_Required action_. Where the line containing "1px #e8f1f8) drop-shadow(0" appears, end the copy there, keeping that line; start from the first line of the entries, copy exactly, and omit pictures.

_Records supplied_.
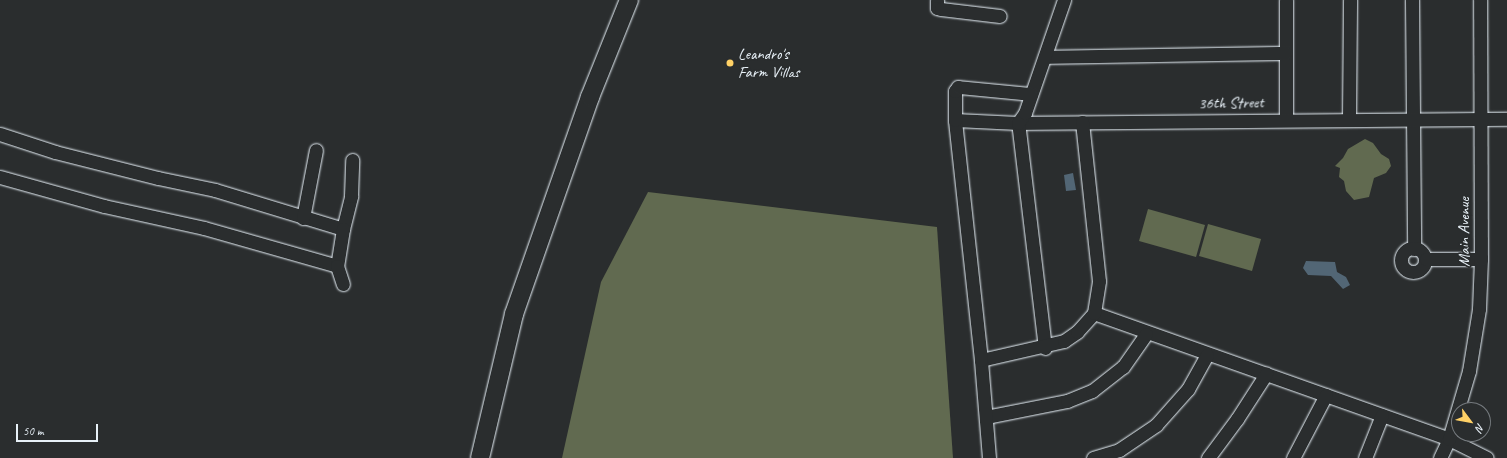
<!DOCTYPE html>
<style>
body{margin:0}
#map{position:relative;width:1507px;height:458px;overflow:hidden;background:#2a2d2e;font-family:Caveat,sans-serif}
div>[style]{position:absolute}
.green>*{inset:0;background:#616a50}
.water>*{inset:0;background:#526675}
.roads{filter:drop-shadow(0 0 1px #e8f1f8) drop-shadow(0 0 1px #e8f1f8)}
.street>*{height:13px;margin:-6.5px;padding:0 6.5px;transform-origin:6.5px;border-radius:6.5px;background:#2a2d2e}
.street>.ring{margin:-6.5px;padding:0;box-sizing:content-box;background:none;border:13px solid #2a2d2e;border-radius:50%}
.secondary>*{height:18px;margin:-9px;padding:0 9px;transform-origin:9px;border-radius:9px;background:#2a2d2e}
.dots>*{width:11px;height:11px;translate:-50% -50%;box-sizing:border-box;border:2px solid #2a2d2e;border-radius:50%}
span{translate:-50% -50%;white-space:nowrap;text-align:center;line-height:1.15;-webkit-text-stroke:3.5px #2a2d2e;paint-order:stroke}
.poi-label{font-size:16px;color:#e8f1f8}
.left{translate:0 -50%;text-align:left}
.street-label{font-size:16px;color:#e8f1f8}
.north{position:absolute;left:1451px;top:402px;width:40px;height:40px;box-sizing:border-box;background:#2a2d2e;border:1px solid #767b7f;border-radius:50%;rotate:122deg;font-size:11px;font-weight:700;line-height:16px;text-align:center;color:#e8f1f8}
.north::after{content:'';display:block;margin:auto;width:14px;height:18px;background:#ffd166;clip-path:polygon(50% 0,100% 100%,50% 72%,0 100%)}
.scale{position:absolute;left:16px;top:424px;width:82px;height:18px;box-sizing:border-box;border:2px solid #e8f1f8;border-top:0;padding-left:5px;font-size:12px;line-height:14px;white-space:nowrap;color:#e8f1f8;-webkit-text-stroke:3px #2a2d2e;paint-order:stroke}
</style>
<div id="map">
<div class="green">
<i style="clip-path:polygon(1365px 139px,1373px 143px,1381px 154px,1389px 159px,1391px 166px,1386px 173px,1374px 178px,1369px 197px,1354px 200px,1346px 191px,1344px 181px,1339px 177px,1340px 168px,1335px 166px,1343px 158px,1348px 149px)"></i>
<i style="clip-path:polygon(648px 192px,937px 227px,953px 458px,562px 458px,601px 282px)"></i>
<i style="clip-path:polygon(1148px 209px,1205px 225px,1196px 257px,1139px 241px)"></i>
<i style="clip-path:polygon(1208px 224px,1261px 239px,1252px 271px,1199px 256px)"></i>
</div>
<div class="water">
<i style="clip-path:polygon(1073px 173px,1076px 190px,1066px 191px,1064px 175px)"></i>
<i style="clip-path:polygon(1306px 261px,1335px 262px,1337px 272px,1346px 277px,1350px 285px,1343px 289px,1331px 276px,1308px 275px,1303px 268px)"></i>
</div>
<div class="roads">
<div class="street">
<i style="left:937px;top:0;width:8px;rotate:90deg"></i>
<i style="left:937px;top:8px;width:4px;rotate:14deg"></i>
<i style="left:941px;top:9px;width:59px;rotate:6.8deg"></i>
<i style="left:1286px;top:0;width:120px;rotate:90deg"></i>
<i style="left:1412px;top:0;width:249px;rotate:89.5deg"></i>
<i style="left:1045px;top:57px;width:241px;rotate:-1deg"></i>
<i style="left:1349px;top:119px;width:119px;rotate:-89.5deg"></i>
<i style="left:955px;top:120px;width:63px;rotate:2.7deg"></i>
<i style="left:1018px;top:123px;width:489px;rotate:-0.5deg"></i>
<i style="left:0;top:134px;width:58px;rotate:18.1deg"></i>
<i style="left:55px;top:152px;width:106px;rotate:14.2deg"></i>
<i style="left:158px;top:178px;width:58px;rotate:11.9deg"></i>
<i style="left:215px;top:190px;width:134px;rotate:16.9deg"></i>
<i style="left:343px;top:229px;width:34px;rotate:-76deg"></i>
<i style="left:351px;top:196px;width:36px;rotate:-88deg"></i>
<i style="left:0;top:177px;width:108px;rotate:15.6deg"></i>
<i style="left:104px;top:206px;width:102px;rotate:12.4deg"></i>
<i style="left:204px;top:228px;width:138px;rotate:15.9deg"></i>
<i style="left:303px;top:218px;width:69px;rotate:-79.2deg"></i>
<i style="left:343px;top:229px;width:37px;rotate:99deg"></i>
<i style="left:337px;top:266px;width:19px;rotate:72deg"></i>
<i class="ring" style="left:1401px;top:248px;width:11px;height:11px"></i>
<i style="left:1426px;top:259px;width:55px"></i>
<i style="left:1094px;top:313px;width:377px;rotate:19.5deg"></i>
<i style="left:1449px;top:439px;width:42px;rotate:26.6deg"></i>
<i style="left:1045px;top:348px;width:227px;rotate:-96.8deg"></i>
<i style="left:1018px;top:123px;width:12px;rotate:-55deg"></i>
<i style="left:1025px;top:113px;width:120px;rotate:-71deg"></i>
<i style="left:981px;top:360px;width:85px;rotate:-12.9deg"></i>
<i style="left:1064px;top:341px;width:16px;rotate:-35deg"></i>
<i style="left:1077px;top:332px;width:25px;rotate:-48deg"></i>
<i style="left:1094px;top:313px;width:32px;rotate:-81deg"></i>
<i style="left:1099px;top:281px;width:160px;rotate:-96.1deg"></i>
<i style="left:986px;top:417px;width:83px;rotate:-11.2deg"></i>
<i style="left:1067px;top:401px;width:27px;rotate:-22deg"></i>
<i style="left:1092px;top:391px;width:39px;rotate:-38deg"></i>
<i style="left:1123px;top:367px;width:40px;rotate:-55.1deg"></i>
<i style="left:989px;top:458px;width:98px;rotate:-94.7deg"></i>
<i style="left:981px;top:360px;width:241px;rotate:-96.2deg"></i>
<i style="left:955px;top:120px;width:29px;rotate:-90deg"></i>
<i style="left:955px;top:91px;width:5px;rotate:-53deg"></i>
<i style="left:958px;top:87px;width:73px;rotate:5.5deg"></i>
<i style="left:1093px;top:458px;width:27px;rotate:-17deg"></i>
<i style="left:1119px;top:450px;width:45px;rotate:-34deg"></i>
<i style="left:1156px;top:425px;width:48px;rotate:-48.4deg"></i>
<i style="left:1188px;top:389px;width:39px;rotate:-61deg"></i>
<i style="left:1208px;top:458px;width:49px;rotate:-53.4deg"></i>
<i style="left:1237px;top:419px;width:54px;rotate:-57.2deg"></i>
<i style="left:1293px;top:458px;width:71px;rotate:-62.4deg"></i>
<i style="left:1365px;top:458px;width:46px;rotate:-68.4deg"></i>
<i style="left:1440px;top:458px;width:21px;rotate:-65deg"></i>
<i style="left:1449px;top:439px;width:71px;rotate:-73.6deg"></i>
<i style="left:1469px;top:371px;width:63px;rotate:-80.8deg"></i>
<i style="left:1479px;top:309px;width:50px;rotate:-87.7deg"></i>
<i style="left:1481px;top:259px;width:259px;rotate:-90.2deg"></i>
</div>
<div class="secondary">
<i style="left:480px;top:458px;width:148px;rotate:-76.7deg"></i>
<i style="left:514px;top:314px;width:230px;rotate:-70.7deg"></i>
<i style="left:590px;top:97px;width:105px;rotate:-68.1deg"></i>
</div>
</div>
<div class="dots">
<i style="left:730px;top:63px;background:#ffd166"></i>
</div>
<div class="poi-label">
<span class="left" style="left:738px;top:63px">Leandro's<br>Farm Villas</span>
</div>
<div class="street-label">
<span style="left:1231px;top:103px;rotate:-1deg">36th Street</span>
<span style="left:1464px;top:232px;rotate:-90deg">Main Avenue</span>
</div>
<div class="north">N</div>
<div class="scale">50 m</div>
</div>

_Exercise output_.
<!DOCTYPE html>
<style>
body{margin:0}
#map{position:relative;width:1507px;height:458px;overflow:hidden;background:#2a2d2e;font-family:Caveat,sans-serif}
div>[style]{position:absolute}
.green>*{inset:0;background:#616a50}
.water>*{inset:0;background:#526675}
.roads{filter:drop-shadow(0 0 1px #e8f1f8) drop-shadow(0 0 1px #e8f1f8)}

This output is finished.